Short-term health plans were originally meant to last 90 days to serve as gap coverage for consumers who were between jobs or transitioning from one health plan to another. But a new federal final rule allows states to sell short-term plans that can last up to 364 days and may be renewed for up to 36 months. These health plans are often inexpensive but also don’t cover as many medical services and can deny coverage to consumers with pre-existing conditions. Yet, these yearly, renewable plans now compete with plans that comply with the Affordable Care Act (ACA). Can the ACA marketplace survive if healthy people turn to these short-term plans for coverage?

The Trump administration’s decision to expand the sale and renewal of short-term health plans was one of many recent actions meant to destabilize the ACA market.

But so far insurers are proceeding cautiously, and few have yet to introduce renewable plans to the market, according to Modern Healthcare. Shaun Greene, senior vice president at AgileHealthInsurance, a brokerage firm, told the publication that LifeShield National Insurance Co. may be the first to come to the market with a renewable, 364-day plan sold in Alabama.

The LifeShield short-term plan has an attractive hook. Enrollees who pass the medical underwriting process for determining insurability and choose to renew the plan don’t have to go through a rescreening process when they renew in year one or two. Although the insurer can deny coverage of a pre-existing condition during the initial enrollment, it will cover medical conditions that arise during the coverage period and without limitation, according to Modern Healthcare.

Some worry that these types of plans may steer younger, healthier consumers away from standard individual-market plans, taking them out of the ACA pool, which offer plans with more comprehensive coverage and consumer protections. That would leave only older patients and those with pre-existing conditions in the pool, which would likely lead to higher insurance costs.

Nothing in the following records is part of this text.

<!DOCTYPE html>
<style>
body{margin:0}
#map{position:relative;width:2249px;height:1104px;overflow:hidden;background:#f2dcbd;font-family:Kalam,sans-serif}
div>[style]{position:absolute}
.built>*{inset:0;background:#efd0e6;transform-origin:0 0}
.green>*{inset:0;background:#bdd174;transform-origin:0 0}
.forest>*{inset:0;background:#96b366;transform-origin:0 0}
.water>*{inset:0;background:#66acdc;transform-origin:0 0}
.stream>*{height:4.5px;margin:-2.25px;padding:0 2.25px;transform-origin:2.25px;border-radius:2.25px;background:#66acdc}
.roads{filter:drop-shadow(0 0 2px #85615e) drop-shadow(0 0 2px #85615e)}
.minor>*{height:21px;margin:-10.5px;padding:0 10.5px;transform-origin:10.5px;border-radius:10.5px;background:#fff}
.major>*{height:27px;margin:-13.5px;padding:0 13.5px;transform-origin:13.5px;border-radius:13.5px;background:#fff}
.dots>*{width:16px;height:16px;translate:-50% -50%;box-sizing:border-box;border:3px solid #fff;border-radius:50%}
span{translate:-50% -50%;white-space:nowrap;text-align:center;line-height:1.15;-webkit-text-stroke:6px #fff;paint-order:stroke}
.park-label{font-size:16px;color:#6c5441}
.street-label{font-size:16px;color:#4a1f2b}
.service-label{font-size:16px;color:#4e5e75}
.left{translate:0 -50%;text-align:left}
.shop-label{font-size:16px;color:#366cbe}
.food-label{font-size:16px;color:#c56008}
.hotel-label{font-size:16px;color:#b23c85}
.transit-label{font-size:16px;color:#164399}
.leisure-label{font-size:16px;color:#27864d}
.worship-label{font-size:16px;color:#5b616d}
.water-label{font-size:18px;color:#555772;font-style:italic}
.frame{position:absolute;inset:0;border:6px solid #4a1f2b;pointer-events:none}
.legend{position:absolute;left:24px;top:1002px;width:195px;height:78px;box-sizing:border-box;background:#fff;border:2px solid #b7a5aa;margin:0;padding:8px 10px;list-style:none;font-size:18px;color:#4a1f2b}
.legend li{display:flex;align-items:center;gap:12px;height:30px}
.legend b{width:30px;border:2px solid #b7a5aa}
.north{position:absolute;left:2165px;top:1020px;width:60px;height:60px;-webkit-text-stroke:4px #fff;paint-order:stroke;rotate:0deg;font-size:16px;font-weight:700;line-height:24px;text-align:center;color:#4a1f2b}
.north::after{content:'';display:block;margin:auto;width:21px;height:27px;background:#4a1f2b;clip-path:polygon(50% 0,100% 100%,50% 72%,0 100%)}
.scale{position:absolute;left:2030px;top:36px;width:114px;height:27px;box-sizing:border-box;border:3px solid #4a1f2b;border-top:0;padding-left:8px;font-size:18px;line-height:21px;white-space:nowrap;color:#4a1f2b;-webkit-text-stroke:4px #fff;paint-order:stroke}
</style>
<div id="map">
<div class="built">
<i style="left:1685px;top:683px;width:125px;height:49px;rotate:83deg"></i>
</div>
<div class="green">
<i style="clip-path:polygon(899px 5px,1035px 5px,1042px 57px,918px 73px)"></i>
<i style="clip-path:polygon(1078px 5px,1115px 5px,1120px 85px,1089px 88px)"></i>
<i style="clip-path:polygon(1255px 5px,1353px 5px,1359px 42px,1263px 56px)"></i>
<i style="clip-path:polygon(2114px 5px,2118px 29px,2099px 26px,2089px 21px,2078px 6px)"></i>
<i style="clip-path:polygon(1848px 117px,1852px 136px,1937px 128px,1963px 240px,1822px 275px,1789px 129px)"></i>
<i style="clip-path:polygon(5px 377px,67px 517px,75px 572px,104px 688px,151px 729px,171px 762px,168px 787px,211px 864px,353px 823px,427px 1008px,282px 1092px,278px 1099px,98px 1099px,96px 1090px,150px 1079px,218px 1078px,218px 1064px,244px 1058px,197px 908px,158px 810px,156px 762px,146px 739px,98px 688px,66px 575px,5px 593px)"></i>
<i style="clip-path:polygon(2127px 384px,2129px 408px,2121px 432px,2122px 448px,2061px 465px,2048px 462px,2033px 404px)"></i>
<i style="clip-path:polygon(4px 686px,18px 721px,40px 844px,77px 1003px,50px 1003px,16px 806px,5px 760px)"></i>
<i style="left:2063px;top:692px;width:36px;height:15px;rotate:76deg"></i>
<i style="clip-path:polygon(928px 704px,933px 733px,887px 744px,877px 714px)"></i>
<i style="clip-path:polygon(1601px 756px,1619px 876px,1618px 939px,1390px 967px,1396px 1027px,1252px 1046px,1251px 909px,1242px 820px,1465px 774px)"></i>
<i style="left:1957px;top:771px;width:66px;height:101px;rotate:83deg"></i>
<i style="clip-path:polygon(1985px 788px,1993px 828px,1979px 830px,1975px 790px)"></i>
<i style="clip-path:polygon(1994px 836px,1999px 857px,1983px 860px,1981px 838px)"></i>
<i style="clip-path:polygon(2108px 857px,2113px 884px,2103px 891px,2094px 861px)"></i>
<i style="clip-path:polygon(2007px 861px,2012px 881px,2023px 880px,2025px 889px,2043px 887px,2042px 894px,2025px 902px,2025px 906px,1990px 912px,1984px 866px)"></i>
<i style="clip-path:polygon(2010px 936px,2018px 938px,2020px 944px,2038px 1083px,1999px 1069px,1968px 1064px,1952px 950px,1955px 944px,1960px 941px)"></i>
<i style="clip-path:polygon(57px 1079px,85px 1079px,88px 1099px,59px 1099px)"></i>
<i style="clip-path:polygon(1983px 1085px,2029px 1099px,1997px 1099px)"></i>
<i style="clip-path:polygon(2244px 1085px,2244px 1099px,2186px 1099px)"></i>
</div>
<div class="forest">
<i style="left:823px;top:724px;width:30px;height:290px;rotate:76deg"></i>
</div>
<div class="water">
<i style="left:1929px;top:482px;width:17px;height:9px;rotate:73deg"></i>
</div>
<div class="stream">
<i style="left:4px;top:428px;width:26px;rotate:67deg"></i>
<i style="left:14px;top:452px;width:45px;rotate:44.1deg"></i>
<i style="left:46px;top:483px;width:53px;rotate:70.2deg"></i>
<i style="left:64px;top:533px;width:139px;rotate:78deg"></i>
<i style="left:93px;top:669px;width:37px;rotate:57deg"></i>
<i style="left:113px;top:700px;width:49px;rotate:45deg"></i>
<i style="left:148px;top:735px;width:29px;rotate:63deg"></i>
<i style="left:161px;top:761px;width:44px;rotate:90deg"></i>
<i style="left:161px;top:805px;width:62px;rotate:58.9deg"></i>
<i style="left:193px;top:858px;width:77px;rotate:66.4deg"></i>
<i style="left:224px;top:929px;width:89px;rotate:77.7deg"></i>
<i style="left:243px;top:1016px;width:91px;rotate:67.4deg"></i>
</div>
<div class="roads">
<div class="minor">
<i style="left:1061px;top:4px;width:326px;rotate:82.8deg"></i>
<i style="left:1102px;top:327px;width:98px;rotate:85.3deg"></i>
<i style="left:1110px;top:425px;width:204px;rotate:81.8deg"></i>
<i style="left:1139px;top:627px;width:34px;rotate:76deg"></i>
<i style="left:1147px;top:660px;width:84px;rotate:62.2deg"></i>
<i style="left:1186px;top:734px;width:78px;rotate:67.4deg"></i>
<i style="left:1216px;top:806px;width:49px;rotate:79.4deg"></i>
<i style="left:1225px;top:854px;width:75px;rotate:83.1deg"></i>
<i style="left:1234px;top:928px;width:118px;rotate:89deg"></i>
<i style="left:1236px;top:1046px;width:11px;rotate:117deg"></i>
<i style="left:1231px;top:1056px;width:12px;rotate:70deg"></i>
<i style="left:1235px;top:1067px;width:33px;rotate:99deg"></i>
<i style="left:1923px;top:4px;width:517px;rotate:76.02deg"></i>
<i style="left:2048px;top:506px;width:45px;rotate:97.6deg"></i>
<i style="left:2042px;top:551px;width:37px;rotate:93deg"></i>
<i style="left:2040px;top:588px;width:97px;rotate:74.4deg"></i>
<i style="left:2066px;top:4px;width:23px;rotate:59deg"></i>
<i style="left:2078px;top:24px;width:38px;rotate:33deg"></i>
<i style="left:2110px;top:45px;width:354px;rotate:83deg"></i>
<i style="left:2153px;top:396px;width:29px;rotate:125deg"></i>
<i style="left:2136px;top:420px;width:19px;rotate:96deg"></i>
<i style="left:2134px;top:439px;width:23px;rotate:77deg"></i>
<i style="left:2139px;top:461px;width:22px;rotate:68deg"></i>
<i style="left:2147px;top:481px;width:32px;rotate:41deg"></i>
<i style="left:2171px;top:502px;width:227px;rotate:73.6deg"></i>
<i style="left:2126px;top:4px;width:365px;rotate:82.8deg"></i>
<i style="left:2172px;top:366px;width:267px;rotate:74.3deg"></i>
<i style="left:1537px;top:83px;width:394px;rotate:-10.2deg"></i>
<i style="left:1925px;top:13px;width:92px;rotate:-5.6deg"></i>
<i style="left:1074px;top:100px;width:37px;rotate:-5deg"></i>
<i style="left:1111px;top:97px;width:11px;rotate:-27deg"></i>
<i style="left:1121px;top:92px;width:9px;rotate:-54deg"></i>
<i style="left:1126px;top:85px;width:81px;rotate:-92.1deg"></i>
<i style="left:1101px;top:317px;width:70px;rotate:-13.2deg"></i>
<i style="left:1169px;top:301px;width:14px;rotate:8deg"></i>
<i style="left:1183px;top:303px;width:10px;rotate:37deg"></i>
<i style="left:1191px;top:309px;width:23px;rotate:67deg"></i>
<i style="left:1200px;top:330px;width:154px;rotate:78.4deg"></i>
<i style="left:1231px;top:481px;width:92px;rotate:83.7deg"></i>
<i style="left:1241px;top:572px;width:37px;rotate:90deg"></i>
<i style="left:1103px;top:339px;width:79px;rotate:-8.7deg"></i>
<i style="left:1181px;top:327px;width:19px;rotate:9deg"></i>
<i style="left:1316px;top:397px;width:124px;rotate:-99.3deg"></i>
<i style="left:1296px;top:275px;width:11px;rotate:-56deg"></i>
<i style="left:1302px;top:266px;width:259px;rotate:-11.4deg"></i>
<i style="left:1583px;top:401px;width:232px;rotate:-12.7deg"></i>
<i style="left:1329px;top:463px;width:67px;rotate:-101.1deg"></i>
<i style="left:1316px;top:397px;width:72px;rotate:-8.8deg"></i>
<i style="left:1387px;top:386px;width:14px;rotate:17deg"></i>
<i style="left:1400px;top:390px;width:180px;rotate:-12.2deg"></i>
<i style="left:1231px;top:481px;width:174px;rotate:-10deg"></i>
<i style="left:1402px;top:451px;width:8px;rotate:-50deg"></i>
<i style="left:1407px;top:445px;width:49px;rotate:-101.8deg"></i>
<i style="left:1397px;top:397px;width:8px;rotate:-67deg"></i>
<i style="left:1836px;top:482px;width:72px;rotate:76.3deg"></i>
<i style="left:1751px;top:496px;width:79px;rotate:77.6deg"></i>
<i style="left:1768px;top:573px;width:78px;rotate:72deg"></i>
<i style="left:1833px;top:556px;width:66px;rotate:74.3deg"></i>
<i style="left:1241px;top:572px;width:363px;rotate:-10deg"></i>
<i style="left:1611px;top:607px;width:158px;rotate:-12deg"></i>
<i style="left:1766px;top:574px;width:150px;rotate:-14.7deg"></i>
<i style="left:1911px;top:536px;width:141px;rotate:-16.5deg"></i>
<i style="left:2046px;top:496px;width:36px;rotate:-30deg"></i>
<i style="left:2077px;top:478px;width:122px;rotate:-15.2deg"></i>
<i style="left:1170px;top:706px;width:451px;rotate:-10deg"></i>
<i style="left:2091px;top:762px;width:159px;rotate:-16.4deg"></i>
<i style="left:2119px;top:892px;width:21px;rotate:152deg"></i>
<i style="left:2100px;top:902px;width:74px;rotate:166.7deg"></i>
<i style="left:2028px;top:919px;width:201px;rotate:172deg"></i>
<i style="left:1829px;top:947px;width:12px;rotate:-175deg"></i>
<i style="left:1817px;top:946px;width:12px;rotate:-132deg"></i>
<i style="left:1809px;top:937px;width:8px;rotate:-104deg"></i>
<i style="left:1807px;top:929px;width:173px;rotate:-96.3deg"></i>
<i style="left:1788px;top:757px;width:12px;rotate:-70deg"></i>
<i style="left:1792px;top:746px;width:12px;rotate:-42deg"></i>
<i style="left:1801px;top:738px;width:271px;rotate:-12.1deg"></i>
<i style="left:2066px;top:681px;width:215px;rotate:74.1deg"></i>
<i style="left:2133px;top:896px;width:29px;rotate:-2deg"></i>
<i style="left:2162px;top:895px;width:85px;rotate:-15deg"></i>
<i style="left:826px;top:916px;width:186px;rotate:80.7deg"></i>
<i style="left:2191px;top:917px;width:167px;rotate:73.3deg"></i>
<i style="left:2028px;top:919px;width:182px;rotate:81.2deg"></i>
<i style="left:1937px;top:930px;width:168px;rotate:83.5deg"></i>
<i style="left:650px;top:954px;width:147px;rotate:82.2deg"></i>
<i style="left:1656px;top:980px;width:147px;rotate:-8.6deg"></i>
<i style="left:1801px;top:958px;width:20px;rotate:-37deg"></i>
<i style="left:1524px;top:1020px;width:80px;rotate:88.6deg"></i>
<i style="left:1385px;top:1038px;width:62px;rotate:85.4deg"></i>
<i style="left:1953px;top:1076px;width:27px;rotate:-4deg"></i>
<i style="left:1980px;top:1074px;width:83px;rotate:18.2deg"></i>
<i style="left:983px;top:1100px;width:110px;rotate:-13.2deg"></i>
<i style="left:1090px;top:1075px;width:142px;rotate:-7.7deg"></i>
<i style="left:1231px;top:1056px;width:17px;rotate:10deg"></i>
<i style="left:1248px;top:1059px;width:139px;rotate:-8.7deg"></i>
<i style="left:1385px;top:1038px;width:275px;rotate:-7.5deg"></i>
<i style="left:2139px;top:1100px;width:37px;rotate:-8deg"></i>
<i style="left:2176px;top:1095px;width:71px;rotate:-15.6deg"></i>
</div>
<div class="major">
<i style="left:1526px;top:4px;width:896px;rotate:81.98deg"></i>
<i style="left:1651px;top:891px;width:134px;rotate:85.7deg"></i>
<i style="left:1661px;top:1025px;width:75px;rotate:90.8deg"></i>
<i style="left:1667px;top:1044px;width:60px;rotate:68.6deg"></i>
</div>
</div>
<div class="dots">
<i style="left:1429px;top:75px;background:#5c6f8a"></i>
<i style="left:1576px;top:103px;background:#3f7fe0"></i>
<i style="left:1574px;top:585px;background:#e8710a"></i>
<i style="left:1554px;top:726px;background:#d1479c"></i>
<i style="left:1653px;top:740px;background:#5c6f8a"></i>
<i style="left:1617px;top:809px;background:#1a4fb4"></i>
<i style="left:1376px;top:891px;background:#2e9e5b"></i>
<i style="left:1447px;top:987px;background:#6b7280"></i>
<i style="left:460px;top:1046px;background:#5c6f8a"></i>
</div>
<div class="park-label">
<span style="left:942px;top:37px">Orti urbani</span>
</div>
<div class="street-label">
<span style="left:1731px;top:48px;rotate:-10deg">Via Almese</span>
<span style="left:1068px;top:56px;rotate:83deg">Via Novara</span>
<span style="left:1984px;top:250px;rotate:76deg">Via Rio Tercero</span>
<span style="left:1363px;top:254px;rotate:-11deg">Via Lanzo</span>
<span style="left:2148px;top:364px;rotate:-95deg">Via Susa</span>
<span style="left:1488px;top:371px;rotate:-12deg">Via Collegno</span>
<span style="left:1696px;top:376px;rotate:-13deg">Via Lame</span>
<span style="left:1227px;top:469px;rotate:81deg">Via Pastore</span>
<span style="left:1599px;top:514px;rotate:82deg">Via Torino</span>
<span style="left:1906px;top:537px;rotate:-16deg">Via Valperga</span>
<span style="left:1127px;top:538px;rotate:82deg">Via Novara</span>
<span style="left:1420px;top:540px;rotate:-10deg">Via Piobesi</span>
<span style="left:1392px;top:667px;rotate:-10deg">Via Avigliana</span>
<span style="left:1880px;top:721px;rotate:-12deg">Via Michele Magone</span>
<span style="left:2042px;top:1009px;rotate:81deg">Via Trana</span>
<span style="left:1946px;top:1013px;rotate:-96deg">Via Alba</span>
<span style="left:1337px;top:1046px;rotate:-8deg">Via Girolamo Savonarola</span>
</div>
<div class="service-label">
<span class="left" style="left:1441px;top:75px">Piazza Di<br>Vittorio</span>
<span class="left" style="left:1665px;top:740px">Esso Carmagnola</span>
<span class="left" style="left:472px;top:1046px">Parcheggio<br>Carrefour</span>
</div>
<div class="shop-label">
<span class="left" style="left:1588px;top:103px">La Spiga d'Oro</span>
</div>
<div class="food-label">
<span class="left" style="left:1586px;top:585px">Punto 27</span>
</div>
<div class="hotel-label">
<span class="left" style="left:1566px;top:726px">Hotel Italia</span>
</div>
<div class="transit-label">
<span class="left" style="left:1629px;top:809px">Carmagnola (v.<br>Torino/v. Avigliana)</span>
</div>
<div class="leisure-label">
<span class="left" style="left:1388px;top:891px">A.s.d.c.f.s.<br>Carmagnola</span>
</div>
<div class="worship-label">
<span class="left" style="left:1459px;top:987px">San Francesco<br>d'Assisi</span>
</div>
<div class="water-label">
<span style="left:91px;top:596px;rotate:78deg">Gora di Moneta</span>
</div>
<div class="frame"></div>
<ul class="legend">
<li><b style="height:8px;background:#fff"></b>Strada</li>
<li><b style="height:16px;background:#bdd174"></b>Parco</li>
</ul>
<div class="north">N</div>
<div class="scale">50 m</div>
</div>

Can short-term plans co-exist with ACA plans?

In a piece for MarketWatch, Greene writes that he believes short-term health insurance can co-exist peacefully with ACA plans. The short-term health insurance, he says, is a good option for those who need affordable coverage for accidents and illnesses, but an ACA plan is a much better choice for consumers who may need maternity care coverage or who play extreme sports.

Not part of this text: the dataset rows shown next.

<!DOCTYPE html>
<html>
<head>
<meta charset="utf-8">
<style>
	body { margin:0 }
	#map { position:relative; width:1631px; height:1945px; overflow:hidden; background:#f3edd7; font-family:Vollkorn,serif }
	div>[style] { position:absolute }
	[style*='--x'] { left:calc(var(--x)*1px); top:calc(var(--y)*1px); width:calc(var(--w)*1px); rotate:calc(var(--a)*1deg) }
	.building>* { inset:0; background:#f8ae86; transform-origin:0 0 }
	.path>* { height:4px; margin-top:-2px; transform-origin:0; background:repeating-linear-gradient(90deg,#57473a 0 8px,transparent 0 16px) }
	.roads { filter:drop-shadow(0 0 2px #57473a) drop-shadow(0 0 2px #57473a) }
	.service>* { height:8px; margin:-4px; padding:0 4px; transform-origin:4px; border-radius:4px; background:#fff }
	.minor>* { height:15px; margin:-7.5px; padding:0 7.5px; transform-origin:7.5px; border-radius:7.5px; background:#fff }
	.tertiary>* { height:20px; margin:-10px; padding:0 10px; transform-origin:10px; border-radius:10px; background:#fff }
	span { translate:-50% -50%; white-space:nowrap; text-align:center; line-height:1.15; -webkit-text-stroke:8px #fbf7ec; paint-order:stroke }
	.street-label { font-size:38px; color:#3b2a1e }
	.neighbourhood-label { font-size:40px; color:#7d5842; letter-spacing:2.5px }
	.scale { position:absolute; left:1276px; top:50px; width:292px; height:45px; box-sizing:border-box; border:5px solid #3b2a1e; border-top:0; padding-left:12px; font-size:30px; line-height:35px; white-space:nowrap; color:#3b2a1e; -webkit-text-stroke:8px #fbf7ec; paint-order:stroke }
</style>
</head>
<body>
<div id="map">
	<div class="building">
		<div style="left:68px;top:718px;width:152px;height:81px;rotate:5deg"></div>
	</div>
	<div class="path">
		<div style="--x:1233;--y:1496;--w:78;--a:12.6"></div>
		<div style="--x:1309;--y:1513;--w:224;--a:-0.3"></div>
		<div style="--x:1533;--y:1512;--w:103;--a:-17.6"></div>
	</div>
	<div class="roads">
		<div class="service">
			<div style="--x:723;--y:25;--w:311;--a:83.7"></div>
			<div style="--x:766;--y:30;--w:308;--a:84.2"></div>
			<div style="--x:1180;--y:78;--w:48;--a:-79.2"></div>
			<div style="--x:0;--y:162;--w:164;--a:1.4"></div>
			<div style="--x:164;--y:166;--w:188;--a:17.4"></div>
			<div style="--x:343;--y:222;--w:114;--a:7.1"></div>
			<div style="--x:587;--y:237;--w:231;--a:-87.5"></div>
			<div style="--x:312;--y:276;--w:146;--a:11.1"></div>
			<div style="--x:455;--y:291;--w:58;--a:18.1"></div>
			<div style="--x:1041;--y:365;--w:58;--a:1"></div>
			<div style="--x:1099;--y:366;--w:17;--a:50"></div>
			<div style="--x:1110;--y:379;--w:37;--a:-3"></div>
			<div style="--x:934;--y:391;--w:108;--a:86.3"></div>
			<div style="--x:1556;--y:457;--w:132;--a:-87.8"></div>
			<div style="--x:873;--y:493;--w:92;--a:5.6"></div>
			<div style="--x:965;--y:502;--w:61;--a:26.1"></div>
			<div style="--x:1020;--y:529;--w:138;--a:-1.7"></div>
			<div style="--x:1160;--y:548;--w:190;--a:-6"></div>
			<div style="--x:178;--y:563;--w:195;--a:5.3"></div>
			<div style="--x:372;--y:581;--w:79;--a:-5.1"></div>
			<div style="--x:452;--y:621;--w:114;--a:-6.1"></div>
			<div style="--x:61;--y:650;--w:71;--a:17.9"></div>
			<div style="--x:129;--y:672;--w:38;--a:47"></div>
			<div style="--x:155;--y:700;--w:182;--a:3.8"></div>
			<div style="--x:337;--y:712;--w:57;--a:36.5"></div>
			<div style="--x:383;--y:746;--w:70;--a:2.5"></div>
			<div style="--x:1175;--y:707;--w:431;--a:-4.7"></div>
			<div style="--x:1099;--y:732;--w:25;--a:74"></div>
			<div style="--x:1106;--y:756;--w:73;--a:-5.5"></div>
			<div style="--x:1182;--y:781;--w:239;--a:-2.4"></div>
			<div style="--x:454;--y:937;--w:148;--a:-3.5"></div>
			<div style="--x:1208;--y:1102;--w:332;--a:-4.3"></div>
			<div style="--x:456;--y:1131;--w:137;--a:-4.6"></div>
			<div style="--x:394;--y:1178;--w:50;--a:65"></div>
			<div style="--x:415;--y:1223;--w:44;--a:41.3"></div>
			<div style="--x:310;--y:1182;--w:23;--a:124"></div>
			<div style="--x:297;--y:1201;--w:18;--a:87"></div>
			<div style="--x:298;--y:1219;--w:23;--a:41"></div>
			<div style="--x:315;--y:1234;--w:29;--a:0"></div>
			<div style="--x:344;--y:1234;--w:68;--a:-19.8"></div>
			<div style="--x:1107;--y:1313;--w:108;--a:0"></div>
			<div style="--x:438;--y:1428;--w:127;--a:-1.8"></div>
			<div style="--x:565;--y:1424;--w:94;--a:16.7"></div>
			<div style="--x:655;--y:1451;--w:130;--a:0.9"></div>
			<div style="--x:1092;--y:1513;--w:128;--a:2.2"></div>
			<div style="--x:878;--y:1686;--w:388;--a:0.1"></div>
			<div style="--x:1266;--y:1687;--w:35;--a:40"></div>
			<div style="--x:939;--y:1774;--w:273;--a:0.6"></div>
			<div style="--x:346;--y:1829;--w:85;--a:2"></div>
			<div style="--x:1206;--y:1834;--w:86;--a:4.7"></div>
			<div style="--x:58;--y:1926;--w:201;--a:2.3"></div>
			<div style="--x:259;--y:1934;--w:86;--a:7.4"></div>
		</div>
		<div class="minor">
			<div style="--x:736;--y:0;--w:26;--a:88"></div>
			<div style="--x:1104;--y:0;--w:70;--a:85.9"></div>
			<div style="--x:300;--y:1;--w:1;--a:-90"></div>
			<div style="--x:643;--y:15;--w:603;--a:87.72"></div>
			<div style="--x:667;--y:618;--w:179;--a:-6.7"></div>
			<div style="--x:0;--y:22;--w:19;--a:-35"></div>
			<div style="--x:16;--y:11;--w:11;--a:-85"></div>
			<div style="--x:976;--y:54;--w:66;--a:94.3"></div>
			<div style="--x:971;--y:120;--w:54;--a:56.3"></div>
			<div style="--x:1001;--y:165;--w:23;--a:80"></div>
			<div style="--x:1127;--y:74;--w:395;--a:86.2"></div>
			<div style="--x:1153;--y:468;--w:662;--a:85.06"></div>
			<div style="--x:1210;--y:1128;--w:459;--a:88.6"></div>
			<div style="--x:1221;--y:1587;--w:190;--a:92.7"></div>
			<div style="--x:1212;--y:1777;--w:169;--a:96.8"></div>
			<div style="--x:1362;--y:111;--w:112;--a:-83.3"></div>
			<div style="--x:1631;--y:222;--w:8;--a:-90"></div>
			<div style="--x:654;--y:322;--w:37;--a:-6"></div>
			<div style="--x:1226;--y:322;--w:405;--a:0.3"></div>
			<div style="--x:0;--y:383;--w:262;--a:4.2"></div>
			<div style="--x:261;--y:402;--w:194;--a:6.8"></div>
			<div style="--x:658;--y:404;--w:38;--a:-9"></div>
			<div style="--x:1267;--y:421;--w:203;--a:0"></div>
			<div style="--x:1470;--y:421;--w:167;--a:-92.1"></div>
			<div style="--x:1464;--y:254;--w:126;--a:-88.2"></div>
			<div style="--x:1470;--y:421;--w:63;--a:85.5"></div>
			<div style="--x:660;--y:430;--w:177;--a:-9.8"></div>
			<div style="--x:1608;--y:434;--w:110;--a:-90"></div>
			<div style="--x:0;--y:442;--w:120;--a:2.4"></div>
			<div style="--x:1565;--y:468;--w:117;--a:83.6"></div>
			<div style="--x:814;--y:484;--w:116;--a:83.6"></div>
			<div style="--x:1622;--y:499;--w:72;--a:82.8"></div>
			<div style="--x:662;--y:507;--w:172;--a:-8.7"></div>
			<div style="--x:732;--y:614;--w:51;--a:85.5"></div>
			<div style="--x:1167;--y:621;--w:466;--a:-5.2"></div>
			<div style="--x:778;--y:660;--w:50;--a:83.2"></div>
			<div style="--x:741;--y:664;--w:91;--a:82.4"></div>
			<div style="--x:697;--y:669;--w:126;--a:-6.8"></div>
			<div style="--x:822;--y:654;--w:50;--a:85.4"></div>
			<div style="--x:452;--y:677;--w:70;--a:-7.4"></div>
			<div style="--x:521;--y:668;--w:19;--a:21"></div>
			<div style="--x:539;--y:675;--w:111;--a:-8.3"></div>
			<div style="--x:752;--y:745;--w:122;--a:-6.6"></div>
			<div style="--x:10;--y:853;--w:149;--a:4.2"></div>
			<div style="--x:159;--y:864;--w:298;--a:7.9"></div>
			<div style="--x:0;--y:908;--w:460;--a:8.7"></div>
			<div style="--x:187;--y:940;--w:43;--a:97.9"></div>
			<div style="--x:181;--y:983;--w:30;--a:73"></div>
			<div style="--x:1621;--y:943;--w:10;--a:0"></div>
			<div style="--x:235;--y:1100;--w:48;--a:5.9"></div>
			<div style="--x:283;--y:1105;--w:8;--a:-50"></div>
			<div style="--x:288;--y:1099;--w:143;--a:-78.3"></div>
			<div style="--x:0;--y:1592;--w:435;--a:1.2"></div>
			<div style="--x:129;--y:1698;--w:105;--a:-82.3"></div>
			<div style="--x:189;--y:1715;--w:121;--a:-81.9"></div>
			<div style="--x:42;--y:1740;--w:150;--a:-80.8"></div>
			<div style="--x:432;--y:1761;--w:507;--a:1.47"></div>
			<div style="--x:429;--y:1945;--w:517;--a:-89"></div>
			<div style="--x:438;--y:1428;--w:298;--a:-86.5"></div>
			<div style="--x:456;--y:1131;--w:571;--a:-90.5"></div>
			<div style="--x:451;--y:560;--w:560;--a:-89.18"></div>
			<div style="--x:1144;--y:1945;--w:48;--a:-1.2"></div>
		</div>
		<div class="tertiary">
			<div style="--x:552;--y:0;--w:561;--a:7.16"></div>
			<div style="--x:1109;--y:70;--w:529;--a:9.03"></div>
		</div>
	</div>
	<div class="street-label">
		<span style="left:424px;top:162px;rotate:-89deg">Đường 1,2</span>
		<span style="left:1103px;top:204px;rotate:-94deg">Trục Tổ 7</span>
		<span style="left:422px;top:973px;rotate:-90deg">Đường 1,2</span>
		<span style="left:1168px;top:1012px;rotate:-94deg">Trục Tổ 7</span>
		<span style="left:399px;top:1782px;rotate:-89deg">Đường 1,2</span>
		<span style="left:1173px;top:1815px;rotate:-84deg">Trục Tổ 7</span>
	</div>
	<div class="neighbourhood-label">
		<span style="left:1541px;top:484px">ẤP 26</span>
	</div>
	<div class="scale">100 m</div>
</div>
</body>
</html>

“Together these products address the diverse needs of American consumers. Shouldn’t our goal be to maximize insurance coverage in America?” he asks in the piece.

Jason Abaluck, associate professor of economics at the Yale School of Management, says in an article for Yale Insights that the new regulations regarding short-term health plans do allow people who otherwise wouldn’t have coverage to now purchase inexpensive coverage for the entire year. This “should make them better off,” he says, but the expansion of short-term health insurance will likely worsen adverse selection.

In addition, Abaluck says that healthy people may be made worse off because if they do want to choose an affordable plan on the ACA exchange, it may not be available if short-term health insurance is available and driving up the price of the ACA plans.

“For this reason, my policy preference would be to limit the availability of short-term plans either to individuals with a true short-term need (the 90-day variant) or individuals who can demonstrate that ACA subsidies are not sufficient to make full coverage affordable. This way healthy people in general would not have an incentive to opt out of exchange plans,” he says.

Confusion in the marketplace

Kevin Mowll, executive director of RISE, says the Trump administration’s move to allow the states to approve short-term plans has only introduced confusion in the marketplace. The initiatives introduced around the individual marketplace have come in piecemeal and in some cases, contradictory spurts. 

“First, with this move toward short-term plans, the federal government has provided states with a lot of leeway as to what kinds of short-term plans might be offered, what qualifies as ‘short-term,’ and how pre-existing conditions will be addressed or protected,” Mowll says. “The result is a mishmash of formulas, many of which consumers will find confusing and perhaps offering a false sense of security of having insurance coverage that is sparser than they understand.”

The market has already seen higher ACA premiums due to interference with the individual mandate, Mowll says. Market prices will also be affected by these short-term policies.  And though many may say these products provide more insurance market options, Mowll says they further damage and erode the stability of the ACA marketplace and undermine coverage for millions of Americans.

However, Mowll says that insurance carriers have proven to be highly resilient and adaptive in the last several years. “Undoubtedly,” he says, “the savvy players will now also accommodate the waves yet to be created by these short-term policies, concentrating on the local markets they serve, under the state-level jurisdictions in which they compete.”

Furthermore, he says, “the resilience of the ACA marketplace has surprised many and, to some extent, it has defeated the attempts to destabilize and collapse it so far.  Our hope is that the mettle of these issuers will again prove itself when faced with yet another challenge.”